Sunday, June 1, 2014

The Poetry of Chemo Brain

I would like to congratulate Elise Partridge whose poem, “Chemo Side Effects: Memory,” was just posted on former U.S. Poet Laureate Robert Pinsky’s Poetry Forum website.
The work is from her book, Chameleon Hours, and deals with the difficulty of word retrieval after cancer treatment. Ironically, considering the subject matter, Elise finds the words to beautifully express what so many of us have gone through.
Here’s what Robert Pinsky says on his site about her poem:

“The contemporary poet Elise Partridge, in her book Chameleon Hours, has some observant poems about cancer treatment. I like the directness, clarity and understatement of these poems.
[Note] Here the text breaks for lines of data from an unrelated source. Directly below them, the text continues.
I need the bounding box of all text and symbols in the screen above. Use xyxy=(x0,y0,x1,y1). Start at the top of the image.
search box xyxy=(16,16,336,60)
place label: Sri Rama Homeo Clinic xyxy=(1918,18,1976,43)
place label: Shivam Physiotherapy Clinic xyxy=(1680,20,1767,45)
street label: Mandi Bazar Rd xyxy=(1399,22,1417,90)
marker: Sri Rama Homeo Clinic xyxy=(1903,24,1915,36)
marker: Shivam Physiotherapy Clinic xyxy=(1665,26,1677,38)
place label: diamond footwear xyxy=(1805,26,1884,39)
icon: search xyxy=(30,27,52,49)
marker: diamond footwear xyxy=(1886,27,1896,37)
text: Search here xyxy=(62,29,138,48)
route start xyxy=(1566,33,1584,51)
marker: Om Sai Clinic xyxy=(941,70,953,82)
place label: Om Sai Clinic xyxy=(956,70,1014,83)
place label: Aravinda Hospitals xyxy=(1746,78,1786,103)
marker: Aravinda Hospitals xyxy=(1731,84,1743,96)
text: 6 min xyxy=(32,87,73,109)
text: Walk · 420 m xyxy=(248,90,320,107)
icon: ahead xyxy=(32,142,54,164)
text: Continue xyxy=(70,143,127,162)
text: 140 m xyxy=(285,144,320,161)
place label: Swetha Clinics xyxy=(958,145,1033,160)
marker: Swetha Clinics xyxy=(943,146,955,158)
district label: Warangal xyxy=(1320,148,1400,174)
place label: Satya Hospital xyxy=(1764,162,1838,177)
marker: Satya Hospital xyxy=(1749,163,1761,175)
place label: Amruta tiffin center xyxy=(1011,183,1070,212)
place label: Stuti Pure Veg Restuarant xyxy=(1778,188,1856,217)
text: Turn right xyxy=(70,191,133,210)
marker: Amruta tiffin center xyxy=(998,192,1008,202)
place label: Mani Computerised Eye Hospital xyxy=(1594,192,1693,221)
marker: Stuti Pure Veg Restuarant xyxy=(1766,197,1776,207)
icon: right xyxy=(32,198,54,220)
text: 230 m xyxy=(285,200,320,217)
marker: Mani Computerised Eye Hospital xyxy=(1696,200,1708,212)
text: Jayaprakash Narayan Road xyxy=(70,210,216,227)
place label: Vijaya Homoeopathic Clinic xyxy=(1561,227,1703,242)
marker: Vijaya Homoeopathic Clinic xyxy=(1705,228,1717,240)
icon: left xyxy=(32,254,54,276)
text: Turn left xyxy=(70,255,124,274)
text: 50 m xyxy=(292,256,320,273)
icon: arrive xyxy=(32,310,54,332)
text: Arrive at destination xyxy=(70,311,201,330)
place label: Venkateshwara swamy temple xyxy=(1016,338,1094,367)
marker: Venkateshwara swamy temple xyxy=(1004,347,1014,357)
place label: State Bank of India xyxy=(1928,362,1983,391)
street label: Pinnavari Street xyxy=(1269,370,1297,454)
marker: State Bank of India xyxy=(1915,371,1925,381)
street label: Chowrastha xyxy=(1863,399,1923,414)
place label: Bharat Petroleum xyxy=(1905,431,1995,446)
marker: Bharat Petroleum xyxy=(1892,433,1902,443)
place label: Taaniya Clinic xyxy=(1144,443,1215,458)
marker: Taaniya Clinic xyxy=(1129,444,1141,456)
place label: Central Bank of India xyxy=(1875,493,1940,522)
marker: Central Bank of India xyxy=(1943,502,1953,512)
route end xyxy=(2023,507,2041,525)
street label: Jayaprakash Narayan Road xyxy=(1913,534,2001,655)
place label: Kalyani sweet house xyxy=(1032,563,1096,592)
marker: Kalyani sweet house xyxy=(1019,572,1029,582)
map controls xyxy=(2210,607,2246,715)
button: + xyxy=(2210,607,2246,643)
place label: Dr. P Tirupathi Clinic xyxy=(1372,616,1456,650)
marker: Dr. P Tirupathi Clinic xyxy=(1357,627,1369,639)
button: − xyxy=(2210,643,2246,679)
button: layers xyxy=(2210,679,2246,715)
Partridge scrupulously avoids playing for sympathy; but beyond that, in “Chemo Side Effects: Memory” she convinces me that her attention to memory loss is absorbing, rich in detail: a little like the fascination a birder or a nature poet communicates in rich textures of behavior.”


Elise has very kindly granted me permission to re-post her poem here. I hope you will find it meaningful. Thanks so much, Elise!

Chemo Side Effects: Memory 
by Elise Partridge

Where is the word I want?

Groping
in the thicket,
about to pinch the
dangling
berry, my fingerpads
close on
air.



I can hear it
scrabbling like a squirrel
on the oak’s far side.

Word, please send over this black stretch of ocean
your singular flare,
blaze
your topaz in the mind’s blank.

I could always pull the gift
from the lucky-dip barrel,
scoop the right jewel
from my dragon’s trove….

Now I flail,
the wrong item creaks up
on the mental dumbwaiter.

No use --
it’s turning
out of sight,
a bicycle down a
Venetian alley --
I clatter after, only to find
gondolas bobbing in sunny silence,
a pigeon mumbling something
I just can’t catch.

1 comment:

  1. Elsie, your poem speaks beautifully to a frustrating part of life after chemo. So poignant and emotional. Thank you from a 9 year survivor who still has chemo brain.